### What you have to do
Needed from the entries below: every line that holds the word "tools".

Data for processing START

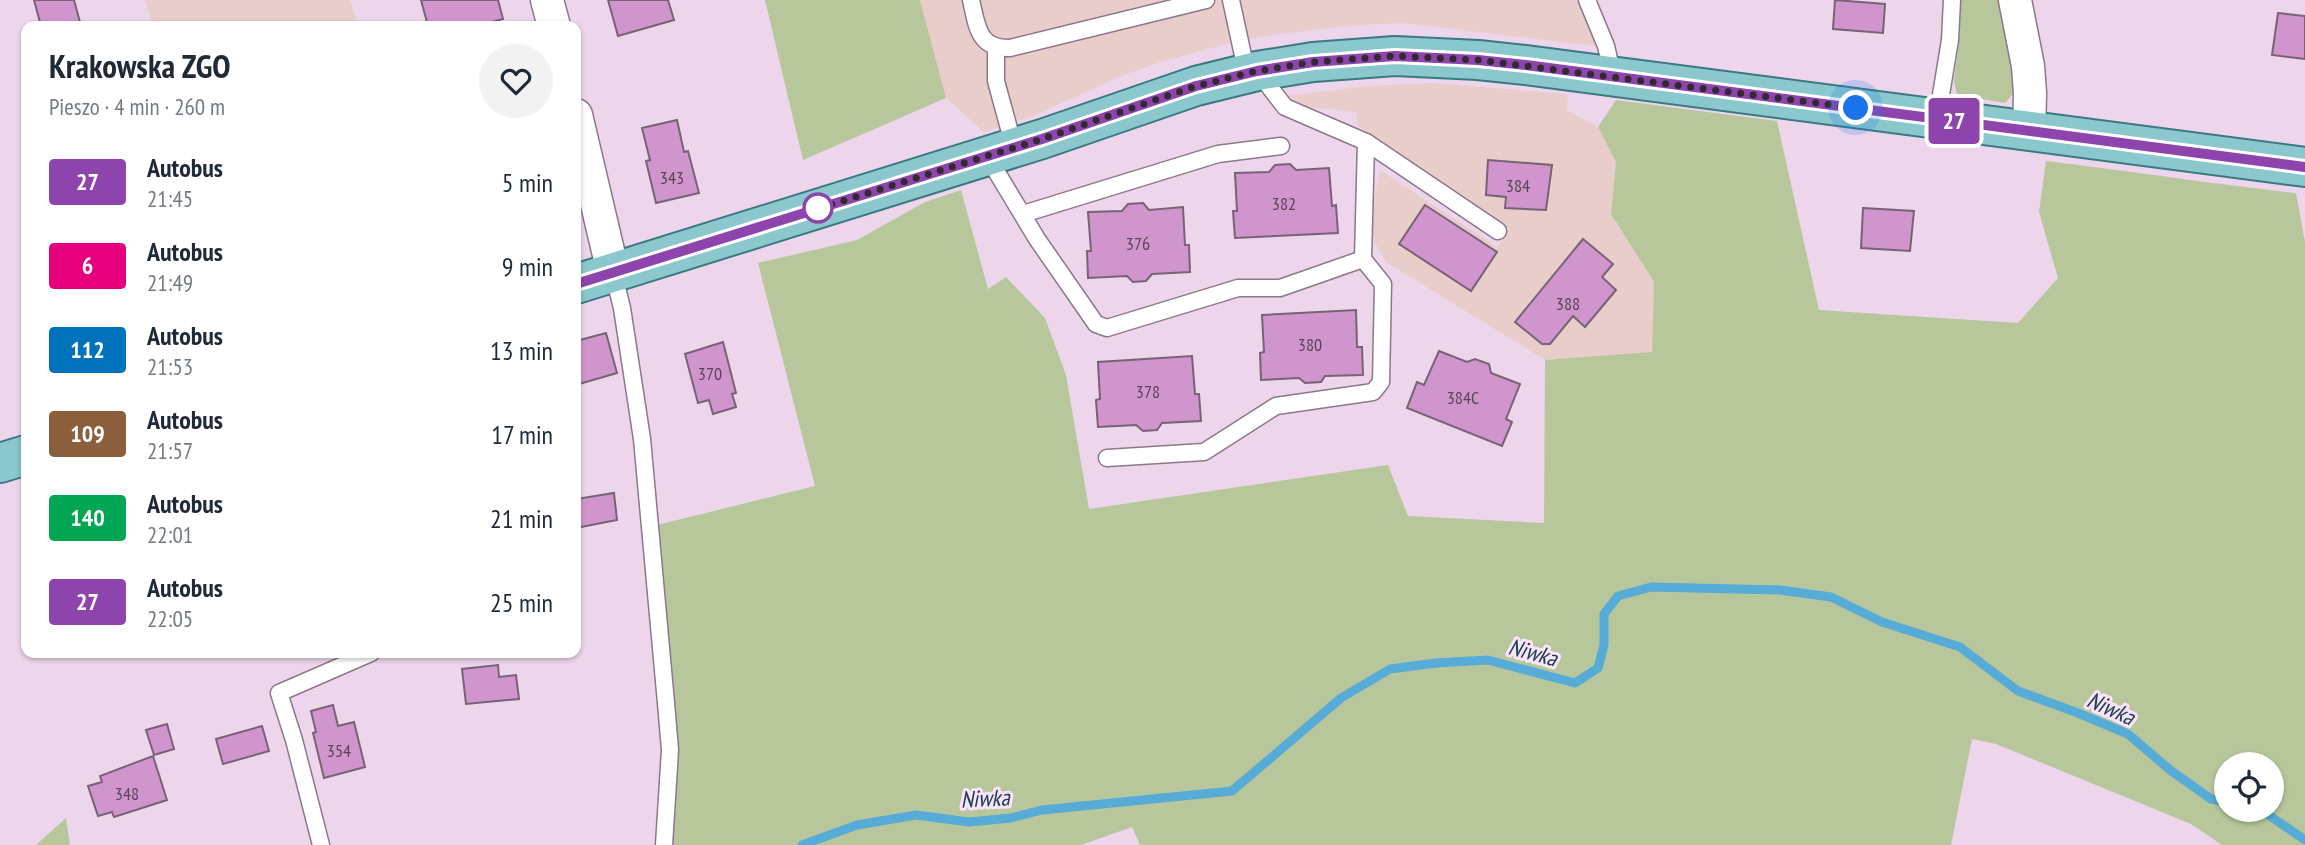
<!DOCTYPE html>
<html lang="pl">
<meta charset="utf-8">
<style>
body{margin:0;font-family:"PT Sans Narrow",sans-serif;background:#f2f2f3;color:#1f2937;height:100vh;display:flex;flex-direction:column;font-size:26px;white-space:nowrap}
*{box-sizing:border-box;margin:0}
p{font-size:23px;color:#747a83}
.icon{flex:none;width:38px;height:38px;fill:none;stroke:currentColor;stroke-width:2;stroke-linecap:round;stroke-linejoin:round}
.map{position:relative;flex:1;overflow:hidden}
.details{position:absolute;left:21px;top:21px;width:560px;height:637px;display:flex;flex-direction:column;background:#fff;border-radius:14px;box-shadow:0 2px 5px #0004}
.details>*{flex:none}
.badge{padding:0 14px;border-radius:5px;font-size:24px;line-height:46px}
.tools{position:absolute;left:2214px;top:752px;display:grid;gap:14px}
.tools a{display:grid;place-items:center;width:70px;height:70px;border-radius:50%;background:#fff;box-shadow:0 2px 5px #0004;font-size:35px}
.you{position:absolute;width:35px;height:35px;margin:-18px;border:5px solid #fff;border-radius:50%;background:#1a73e8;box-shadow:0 0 0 10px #1a73e833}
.map>.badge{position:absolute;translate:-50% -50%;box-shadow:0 0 0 4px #fff}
.round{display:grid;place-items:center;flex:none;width:74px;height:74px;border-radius:37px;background:#f2f2f3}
.overview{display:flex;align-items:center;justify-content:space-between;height:119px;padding:0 28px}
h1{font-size:33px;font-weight:700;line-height:52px}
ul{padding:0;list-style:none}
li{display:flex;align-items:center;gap:21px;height:84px;padding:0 28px}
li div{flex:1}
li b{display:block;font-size:26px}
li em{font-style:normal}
li .badge{min-width:77px;font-weight:700;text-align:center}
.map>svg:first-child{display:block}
.commercial{fill:#e8cdcb}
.green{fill:#b7c79b;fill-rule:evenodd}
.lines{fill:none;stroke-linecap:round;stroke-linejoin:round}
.stream{stroke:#57abd7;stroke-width:9}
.building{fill:#d195ce;stroke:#776276;stroke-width:2}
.lane-casing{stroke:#8c778b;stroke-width:19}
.street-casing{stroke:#8c778b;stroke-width:35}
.primary-casing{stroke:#3a7981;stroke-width:42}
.lane{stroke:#fff;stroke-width:16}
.street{stroke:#fff;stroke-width:32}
.primary{stroke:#8bc8cd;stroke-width:38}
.line-casing{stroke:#fff;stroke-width:16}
.line{stroke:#8e44ad;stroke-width:10}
.walk{stroke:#322931;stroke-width:7;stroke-dasharray:0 12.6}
.stop-dot{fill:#fff;stroke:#8e44ad;stroke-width:3.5}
.labels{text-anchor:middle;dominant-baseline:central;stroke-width:6;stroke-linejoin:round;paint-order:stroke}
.number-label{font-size:18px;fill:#5a4458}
.water-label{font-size:23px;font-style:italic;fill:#1b4053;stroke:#fbe3f9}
</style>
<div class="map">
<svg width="2305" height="845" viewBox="0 0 2305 845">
<rect width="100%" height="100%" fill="#edd6ec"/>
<g class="commercial">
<path d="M 145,0 L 350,0 L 358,26 L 153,26 Z"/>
<path d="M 920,0 L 1576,0 L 1594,36 L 1594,46 L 1403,23 L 1359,25 L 1279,34 L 1234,42 L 1161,62 L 1124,75 L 1028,118 L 984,132 L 946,98 Z"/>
<path d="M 1432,83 L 1568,94 L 1567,110 L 1598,127 L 1616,162 L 1611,214 L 1654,282 L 1652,353 L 1545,360 L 1386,262 L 1372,238 L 1372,210 L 1380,170 L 1497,247 L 1510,229 L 1358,126 L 1356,112 L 1308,107 L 1286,96 L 1368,86 Z"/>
</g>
<g class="green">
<path d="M 765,0 L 920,0 L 946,98 L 803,160 Z"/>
<path d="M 1960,0 L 2007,0 L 2015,77 L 2013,94 L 2005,103 L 1957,95 L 1954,81 L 1959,42 Z"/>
<path d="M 1616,100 L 1777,121 L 1819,310 L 2018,323 L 2058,278 L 2039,212 L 2046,161 C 2130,171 2212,184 2296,193 L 2305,242 L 2305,845 L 2222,845 L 2191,824 L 1996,744 L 1972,739 L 1951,845 L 1140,845 L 1132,827 L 1081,845 L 672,845 L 677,749 L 657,525 L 815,486 L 758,263 L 857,240 L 925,202 L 961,190 L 988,289 L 1006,277 L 1045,318 L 1066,375 L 1089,509 L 1388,465 L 1408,516 L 1544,523 L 1545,360 L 1652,352 L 1654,282 L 1611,214 L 1616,162 L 1598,127 ZM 2226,765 L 2272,765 L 2272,810 L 2226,810 Z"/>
<path d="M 66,818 L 70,845 L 36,845 Z"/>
</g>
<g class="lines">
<g class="stream">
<path d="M 2261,810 L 2305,840"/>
<path d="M 802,845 L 857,825 L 916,815 L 969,822 L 1011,818 L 1042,810 L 1232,791 L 1341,698 L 1390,669 L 1436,663 L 1488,660 L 1575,683 L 1598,668 L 1604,645 L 1604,614 L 1618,596 L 1651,587 L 1780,590 L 1831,597 L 1882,622 L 1960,647 L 2018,691 L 2078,713 L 2128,734 L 2170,770 L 2211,799 L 2226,802"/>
</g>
</g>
<g class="building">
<path d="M 34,0 L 74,0 L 81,26 L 41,26 Z"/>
<path d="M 421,0 L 498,0 L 503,19 L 476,26 L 428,26 Z"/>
<path d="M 608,0 L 668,0 L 674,20 L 618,36 Z"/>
<path d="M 1835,0 L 1885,4 L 1883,33 L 1833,29 Z"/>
<path d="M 2278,13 L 2305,16 L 2305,59 L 2272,55 Z"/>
<path d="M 677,120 L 684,152 L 688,151 L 699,193 L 656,203 L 646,161 L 650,160 L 642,128 Z"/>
<path d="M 1488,160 L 1552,165 L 1546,210 L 1505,208 L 1506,197 L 1486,195 Z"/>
<path d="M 1290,164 L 1296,170 L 1329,168 L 1332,206 L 1336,205 L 1338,233 L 1235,238 L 1233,211 L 1237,211 L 1235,173 L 1269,172 L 1275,165 Z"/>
<path d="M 1143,203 L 1149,210 L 1183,207 L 1185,245 L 1189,245 L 1190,272 L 1152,274 L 1146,281 L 1133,282 L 1127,276 L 1088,278 L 1087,251 L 1091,251 L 1088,212 L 1122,211 L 1128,204 Z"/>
<path d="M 1425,205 L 1497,252 L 1471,291 L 1399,244 Z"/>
<path d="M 1863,208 L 1914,211 L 1910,251 L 1861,248 Z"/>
<path d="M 1583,239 L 1613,264 L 1602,277 L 1616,290 L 1585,327 L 1573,316 L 1550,344 L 1542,344 L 1515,322 Z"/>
<path d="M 1356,310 L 1357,347 L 1362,347 L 1363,375 L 1325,376 L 1321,382 L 1305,383 L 1299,378 L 1261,380 L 1260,353 L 1264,352 L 1262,315 Z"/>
<path d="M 606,333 L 617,373 L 576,385 L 576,341 Z"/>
<path d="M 723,342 L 736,393 L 732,394 L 736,407 L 713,414 L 709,400 L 698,403 L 685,354 Z"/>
<path d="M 1439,351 L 1467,362 L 1475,359 L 1489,364 L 1491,373 L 1520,384 L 1506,419 L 1512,422 L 1502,446 L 1407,408 L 1417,382 L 1424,385 Z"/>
<path d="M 1192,356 L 1195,394 L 1199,394 L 1201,421 L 1162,423 L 1157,430 L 1143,431 L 1136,425 L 1098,427 L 1096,400 L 1100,399 L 1098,362 Z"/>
<path d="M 614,493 L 617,520 L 576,528 L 576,499 Z"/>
<path d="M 498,665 L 499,677 L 516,675 L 519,699 L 466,704 L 462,669 Z"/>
<path d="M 333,705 L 338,726 L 354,722 L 365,767 L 324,778 L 313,733 L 316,732 L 311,711 Z"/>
<path d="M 167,724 L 174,749 L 154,755 L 146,730 Z"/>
<path d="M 262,726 L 269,751 L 223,764 L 216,739 Z"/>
<path d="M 153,756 L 167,800 L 114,817 L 112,812 L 98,816 L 88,786 L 102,782 L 100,776 Z"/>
</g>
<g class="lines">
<defs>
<g id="lane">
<path d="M 971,0 C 977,26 978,49 1010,48 L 1206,0"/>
<path d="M 1231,0 L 1247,74"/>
<path d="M 1587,0 L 1606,46 L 1613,76"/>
<path d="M 996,48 L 996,81 L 1014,147"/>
<path d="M 1257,71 L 1285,107 L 1366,142 L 1498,231"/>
<path d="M 1937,119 L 1950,40 L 1952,0"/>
<path d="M 987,156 L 1037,239 L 1096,324 L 1107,328 L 1238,288 L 1280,288 L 1363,259"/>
<path d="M 1023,214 L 1218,154 L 1281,146"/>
<path d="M 613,272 L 622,308 L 642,439 L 666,703 L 670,750 L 664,845"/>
<path d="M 1107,458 L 1204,452 L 1276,406 L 1373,392 L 1381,382 L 1383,284 L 1363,259 L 1366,142"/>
<path d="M 321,845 L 294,740 L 279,693 L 371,653"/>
</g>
<g id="street">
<path d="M 547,0 L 554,26"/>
<path d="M 2015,0 L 2028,66 L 2030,93 L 2029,132"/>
<path d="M 576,115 L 613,272"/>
</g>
<g id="primary">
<path d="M 576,284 L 1042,139 L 1196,86 L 1257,71 L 1313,62 L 1395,56 L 1478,60 L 1526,65 L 2305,167"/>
<path d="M 0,463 L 26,455"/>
</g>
</defs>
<use href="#lane" class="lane-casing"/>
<use href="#street" class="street-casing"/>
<use href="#primary" class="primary-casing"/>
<use href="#lane" class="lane"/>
<use href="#street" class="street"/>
<use href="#primary" class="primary"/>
</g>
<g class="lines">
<defs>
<path id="line" d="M 576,284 L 1042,139 L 1196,86 L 1257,71 L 1313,62 L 1395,56 L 1478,60 L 1526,65 L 2305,167"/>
</defs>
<use href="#line" class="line-casing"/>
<use href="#line" class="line"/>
<path class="walk" d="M 818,208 L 813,210 L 1042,139 L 1196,86 L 1257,71 L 1313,62 L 1395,56 L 1478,60 L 1856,108"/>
</g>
<circle class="stop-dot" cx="818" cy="208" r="14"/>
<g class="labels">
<g class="number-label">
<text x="672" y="177">343</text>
<text x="1518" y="185">384</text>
<text x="1284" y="203">382</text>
<text x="1138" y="243">376</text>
<text x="1568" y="303">388</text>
<text x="1310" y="344">380</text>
<text x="710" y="373">370</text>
<text x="1148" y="391">378</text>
<text x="1463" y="397">384C</text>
<text x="339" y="750">354</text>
<text x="127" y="793">348</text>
</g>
<g class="water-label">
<text transform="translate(1533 652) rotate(15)">Niwka</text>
<text transform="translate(2111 708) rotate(24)">Niwka</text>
<text transform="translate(985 798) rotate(-3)">Niwka</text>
</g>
</g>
</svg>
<div class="tools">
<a><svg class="icon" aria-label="locate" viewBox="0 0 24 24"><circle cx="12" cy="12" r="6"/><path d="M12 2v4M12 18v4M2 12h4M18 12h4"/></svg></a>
</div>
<div class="you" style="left:1856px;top:108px"></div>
<b class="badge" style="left:1954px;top:121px;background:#8e44ad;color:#fff">27</b>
<section class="details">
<div class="overview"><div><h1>Krakowska ZGO</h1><p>Pieszo · 4 min · 260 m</p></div><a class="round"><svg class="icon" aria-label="heart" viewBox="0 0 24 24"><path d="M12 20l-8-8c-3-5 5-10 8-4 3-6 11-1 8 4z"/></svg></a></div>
<ul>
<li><span class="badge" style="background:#8e44ad;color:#fff">27</span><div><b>Autobus</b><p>21:45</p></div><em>5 min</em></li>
<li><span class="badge" style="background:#e6007e;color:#fff">6</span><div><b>Autobus</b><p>21:49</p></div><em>9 min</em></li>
<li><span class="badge" style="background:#0072bc;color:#fff">112</span><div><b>Autobus</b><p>21:53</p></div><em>13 min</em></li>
<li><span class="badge" style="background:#8b5e3c;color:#fff">109</span><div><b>Autobus</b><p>21:57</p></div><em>17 min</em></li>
<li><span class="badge" style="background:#00a651;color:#fff">140</span><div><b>Autobus</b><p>22:01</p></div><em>21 min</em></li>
<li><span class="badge" style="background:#8e44ad;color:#fff">27</span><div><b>Autobus</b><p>22:05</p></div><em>25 min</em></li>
</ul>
</section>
</div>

Data for processing END

### Solution to the problem
.tools{position:absolute;left:2214px;top:752px;display:grid;gap:14px}
.tools a{display:grid;place-items:center;width:70px;height:70px;border-radius:50%;background:#fff;box-shadow:0 2px 5px #0004;font-size:35px}
<div class="tools">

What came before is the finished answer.